THERE’S no diplomatic way to put this. The Scottish Government is killing off Scotland's food culture. And for all the, “This hurts me more than it hurts you” soft soap, it doesn’t seem to care.

Our pubs, restaurants, and hotels are merely collateral damage of the tunnel-visioned, hysterical obsession with Covid-19, an infection that does not even make the list of the top ten causes of death in the UK currently.

The injustice is grotesque. Only 2.7% of infections stem from bars or restaurants, yet they are scapegoated, subjected to a long, drawn-out, death sentence.

No sooner do those who grow, produce, and serve good food regroup, finding nimble ways to continue under exceptionally difficult circumstances, then government goons drop by and knock them down again.

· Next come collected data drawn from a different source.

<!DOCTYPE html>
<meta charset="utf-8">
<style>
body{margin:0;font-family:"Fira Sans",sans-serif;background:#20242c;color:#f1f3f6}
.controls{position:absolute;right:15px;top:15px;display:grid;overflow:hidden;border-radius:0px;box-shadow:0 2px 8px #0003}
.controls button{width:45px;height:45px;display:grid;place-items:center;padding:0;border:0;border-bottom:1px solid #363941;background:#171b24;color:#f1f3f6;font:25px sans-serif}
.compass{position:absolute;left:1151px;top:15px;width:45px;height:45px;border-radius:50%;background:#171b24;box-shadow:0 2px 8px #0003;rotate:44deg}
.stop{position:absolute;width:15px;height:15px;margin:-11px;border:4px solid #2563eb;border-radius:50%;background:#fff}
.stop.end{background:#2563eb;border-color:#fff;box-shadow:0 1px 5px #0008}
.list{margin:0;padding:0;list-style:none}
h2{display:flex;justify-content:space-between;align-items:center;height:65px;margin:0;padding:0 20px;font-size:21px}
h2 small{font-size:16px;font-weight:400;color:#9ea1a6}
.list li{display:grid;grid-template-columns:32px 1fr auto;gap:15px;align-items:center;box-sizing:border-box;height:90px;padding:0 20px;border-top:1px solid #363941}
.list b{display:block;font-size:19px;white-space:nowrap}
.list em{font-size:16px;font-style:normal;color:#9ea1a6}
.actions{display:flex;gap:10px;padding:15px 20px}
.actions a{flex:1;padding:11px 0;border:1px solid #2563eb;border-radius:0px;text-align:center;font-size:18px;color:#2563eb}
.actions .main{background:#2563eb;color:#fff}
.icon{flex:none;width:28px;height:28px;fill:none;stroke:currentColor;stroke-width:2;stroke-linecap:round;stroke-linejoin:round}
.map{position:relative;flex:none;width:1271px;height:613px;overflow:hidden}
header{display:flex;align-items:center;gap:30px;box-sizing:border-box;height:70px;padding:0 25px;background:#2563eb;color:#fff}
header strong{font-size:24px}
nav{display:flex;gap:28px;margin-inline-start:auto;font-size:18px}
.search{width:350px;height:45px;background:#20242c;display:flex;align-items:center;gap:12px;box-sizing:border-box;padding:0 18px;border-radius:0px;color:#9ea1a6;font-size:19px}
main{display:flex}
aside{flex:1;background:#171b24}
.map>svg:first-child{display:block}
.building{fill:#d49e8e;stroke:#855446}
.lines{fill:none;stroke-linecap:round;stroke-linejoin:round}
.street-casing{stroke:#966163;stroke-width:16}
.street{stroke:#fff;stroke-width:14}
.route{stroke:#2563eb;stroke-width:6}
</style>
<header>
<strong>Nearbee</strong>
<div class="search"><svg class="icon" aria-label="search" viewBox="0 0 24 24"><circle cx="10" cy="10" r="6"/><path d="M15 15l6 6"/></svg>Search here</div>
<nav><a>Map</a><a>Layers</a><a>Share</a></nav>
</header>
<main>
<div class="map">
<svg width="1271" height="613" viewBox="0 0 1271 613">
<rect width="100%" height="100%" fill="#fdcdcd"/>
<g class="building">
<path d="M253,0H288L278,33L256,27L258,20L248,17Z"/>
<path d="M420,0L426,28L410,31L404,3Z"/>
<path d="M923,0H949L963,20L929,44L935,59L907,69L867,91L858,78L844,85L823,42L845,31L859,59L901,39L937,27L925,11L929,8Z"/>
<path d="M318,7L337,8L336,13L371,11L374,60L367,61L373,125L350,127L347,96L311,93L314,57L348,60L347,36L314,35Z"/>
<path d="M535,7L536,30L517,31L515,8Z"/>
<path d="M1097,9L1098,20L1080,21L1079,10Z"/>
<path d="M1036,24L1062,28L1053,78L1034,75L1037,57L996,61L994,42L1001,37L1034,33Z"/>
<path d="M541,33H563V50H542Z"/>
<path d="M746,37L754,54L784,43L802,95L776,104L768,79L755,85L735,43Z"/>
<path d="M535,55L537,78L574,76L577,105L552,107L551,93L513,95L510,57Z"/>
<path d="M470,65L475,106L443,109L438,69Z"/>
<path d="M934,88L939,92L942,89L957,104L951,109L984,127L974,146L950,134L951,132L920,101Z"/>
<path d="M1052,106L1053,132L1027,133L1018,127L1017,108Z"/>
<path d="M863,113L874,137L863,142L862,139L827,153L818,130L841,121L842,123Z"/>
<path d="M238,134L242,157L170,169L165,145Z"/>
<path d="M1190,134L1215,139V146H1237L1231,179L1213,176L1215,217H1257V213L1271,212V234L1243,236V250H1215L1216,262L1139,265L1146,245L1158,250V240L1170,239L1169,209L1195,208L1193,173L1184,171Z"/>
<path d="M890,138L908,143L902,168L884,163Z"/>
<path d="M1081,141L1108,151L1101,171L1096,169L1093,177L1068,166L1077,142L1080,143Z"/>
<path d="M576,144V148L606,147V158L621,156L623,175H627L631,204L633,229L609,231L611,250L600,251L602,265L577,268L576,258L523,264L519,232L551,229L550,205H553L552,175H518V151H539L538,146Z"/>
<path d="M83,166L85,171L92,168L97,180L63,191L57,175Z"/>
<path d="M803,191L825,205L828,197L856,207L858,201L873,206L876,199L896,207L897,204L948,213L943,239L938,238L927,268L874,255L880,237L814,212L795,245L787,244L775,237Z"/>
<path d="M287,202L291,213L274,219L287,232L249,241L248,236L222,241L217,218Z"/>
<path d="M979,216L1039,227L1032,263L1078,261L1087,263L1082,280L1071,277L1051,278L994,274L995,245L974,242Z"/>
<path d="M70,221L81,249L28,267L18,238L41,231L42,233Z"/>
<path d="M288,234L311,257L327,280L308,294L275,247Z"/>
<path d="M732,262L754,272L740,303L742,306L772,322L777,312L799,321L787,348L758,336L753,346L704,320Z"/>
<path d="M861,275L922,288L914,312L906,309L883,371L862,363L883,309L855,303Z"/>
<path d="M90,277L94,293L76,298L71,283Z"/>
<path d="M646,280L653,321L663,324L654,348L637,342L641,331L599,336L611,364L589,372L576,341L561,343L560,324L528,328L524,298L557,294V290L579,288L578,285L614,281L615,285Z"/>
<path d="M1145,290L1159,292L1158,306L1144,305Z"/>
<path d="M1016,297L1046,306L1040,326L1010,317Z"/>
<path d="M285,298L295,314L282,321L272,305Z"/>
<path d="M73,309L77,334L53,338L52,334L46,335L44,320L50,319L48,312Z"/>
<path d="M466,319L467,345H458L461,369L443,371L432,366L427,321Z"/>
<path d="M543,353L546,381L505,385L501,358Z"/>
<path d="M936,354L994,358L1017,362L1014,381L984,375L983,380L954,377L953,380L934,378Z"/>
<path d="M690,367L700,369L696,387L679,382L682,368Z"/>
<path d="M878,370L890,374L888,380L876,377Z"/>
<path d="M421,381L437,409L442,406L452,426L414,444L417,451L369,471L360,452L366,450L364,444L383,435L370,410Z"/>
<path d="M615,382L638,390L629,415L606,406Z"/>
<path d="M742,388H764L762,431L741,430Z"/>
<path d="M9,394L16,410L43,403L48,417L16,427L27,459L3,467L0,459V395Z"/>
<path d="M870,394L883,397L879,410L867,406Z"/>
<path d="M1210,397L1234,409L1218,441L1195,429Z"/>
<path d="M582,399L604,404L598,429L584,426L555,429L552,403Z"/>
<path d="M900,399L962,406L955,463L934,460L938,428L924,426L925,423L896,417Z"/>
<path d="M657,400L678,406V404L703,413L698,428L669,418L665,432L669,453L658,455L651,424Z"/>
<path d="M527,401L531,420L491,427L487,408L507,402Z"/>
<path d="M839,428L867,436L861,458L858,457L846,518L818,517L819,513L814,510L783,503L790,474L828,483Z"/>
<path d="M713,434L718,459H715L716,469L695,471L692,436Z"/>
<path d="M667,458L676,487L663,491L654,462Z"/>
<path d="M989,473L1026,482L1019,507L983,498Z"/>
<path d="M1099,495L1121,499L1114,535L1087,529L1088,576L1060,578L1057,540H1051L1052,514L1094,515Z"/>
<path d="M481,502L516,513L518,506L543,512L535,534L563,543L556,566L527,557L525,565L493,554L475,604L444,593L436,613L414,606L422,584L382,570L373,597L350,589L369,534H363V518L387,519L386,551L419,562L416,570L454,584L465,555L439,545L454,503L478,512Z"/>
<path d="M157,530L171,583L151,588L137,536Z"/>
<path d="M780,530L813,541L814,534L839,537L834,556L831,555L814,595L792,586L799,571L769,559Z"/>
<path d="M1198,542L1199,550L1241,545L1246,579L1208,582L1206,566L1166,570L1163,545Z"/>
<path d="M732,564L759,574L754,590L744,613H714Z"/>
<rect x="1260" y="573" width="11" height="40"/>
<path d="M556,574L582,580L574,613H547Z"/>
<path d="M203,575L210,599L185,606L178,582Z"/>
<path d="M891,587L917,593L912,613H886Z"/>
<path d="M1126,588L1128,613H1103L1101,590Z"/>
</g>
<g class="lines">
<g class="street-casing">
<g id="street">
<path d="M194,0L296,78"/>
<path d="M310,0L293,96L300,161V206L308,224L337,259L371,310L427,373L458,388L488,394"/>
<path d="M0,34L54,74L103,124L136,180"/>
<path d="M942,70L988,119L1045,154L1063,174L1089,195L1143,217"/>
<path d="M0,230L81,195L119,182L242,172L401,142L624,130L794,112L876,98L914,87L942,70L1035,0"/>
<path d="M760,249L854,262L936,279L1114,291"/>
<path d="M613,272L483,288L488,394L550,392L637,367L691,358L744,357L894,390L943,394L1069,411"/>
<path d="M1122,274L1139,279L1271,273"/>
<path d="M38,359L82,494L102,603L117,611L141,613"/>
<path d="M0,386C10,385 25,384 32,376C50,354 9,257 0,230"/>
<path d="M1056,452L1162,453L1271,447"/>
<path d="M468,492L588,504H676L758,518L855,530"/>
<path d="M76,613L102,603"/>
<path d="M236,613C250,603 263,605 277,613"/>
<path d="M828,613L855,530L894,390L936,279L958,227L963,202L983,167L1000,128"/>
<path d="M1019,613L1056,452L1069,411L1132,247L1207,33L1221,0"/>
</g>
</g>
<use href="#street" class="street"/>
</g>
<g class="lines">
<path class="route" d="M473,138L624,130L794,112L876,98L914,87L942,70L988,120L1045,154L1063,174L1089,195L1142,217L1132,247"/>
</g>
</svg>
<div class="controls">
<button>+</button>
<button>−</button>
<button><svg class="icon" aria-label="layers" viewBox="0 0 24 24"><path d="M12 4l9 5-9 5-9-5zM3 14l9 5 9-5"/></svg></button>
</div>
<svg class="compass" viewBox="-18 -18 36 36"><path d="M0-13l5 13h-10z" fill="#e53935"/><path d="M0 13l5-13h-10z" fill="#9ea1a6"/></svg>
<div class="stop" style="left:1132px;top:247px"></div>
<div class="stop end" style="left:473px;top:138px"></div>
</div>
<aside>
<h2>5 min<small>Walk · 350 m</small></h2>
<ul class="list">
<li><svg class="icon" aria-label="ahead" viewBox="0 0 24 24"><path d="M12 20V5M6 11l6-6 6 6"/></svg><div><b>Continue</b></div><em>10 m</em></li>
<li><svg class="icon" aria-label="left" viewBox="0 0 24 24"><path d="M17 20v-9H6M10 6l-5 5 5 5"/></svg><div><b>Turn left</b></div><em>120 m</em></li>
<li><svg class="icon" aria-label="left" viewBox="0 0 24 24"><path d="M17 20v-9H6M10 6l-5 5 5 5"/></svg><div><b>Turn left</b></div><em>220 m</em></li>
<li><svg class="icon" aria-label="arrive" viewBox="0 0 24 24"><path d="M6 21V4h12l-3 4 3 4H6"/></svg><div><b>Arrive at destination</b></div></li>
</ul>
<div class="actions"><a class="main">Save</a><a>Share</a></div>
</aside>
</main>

Think of it as administrative napalm, a scorched earth policy. Unless it stops, it will obliterate every shred of food progress Scotland has made in the last 40 years.

This assault is all the crueller because it executed in increments, on the say-so of civil servants and academics, people who relish their new-found importance in the public gaze, people who might even get an OBE or a promotion out of it.

The carnage these technocrats, these ambitious professors, and panicky politicians have unleashed on our hard-working, dedicated chefs and food producers, has no direct impact on its instigators.

Their comfortable salaries are 100% paid, unlike the poor souls whose livelihoods they crush, the thousands they make jobless. Behind our First Minister’s touchy-feely, “I hate to do this but I’m doing it anyway” script, empathy is missing.

The honest truth is that those who work in food have been deemed “non-essential”, a verdict that carries an Orwellian chill. “Non-essential” is the Covid equivalent of a thumbs-down from a Roman emperor.

I’ve spent the last few days speaking to Scottish chefs and food producers, with a lump in my throat on several occasions. I’m speaking out on their behalf. They can’t because if they do, they get a pile of politicised abuse, in which saltires and Union flags figure prominently, when all they are doing is being professionals, alerting citizens to the impending, field-to-fork meltdown of our hospitality industry.

As I write, many of Scotland’s most successful restaurateurs, professionals who had sound, enviable businesses are staring insolvency in the face.

The hope-dasher for many was the 10pm curfew. That meant no orders after 7.30pm; the loss of an entire service. Then it was the ‘no-alcohol’ ordinance, a diktat worthy of 19th century Temperance zealots, followed by lockdown closure.

“It’s really bad this time. It’s brutal. Our spirit is crushed. There will be nobody [restaurants] left if this continues” is how one chef put it to me.

Further back up the food chain, the crisis has gone way beyond struggling small producers, the ones who rely on restaurant trade to supplement retail sales. Now the talk is of very big Scottish companies, long-established names in restaurant supply, with chillers full of meat that they can’t sell, and fish that will be dumped because their customers have no customers.

Back in the 1980s, it was custom and practice for Scottish ministers, irrespective of political party, to brag fatuously about Scotland having the best food and drink in the world.

Then a genuine, progressive, grass-roots food movement broke through this parochial rhetoric.

World-class chefs, such as Andrew Fairlie, Tom Kitchin, and Geoff Smeddle, set up shop here, reinforcements for stalwarts like David Wilson at the Peat Inn, who had championed seasonal, local food.

The trickle-down effect of this new top tier regenerated and inspired much humbler enterprises and grew a market for food producers previously dismissed as “niche’. The standard of eating out improved everywhere.

At last year’s Food and Drink Excellence Awards when Nicola Sturgeon posthumously presented an Outstanding Contribution Award to Andrew Fairlie, she said: “Our food and drink industry is one of Scotland’s success stories, with recent figures showing this growth sector achieved record turnover, so it was fantastic to celebrate the people and businesses who are behind these achievements.”

If Andrew was still with us now, I suspect he’d be in deep despair over the damage currently being done to the precious food culture he so signally fostered and so highly valued. So much for celebration, this is a wake in the making.